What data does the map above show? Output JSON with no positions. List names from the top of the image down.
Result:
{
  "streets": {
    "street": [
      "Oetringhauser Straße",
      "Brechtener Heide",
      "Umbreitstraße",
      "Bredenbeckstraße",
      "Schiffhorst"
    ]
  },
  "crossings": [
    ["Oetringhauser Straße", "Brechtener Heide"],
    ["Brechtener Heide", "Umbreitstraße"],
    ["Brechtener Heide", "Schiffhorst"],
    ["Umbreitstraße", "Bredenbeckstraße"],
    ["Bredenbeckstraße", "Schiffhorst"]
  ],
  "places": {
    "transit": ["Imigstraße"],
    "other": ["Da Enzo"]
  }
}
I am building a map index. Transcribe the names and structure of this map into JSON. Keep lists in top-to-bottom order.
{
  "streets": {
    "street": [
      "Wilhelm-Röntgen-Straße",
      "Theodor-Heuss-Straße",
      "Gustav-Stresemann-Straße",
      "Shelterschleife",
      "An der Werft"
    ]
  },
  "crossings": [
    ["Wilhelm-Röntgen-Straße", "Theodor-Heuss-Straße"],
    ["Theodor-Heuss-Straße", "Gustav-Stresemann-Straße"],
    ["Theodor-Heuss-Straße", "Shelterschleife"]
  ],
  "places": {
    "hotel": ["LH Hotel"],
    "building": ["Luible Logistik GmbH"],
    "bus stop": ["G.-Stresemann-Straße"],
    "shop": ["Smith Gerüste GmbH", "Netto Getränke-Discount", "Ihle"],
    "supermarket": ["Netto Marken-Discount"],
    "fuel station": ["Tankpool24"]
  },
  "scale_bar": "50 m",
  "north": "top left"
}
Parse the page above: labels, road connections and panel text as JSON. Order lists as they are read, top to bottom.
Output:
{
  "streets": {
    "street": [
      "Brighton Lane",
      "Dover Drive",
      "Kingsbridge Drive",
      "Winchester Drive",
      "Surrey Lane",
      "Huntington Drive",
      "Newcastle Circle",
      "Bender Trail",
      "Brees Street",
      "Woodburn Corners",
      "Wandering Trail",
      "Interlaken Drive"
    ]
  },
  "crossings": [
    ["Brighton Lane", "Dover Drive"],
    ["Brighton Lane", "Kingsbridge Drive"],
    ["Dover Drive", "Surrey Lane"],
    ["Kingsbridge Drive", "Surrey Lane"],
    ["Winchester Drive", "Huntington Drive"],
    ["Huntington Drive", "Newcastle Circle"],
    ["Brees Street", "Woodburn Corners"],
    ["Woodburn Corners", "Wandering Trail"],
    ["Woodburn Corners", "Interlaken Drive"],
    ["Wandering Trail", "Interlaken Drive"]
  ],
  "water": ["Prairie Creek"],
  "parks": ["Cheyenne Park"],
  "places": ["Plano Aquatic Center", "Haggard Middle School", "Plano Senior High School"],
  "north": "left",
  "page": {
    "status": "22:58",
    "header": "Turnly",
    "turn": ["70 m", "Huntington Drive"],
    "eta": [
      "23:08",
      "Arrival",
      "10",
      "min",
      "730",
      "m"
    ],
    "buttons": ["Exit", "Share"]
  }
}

DIRECTIONS:
If a line in the records contains "Lane", report it.

RESPONSE FOR THIS EXERCISE:
      "Brighton Lane",
      "Surrey Lane",
    ["Brighton Lane", "Dover Drive"],
    ["Brighton Lane", "Kingsbridge Drive"],
    ["Dover Drive", "Surrey Lane"],
    ["Kingsbridge Drive", "Surrey Lane"],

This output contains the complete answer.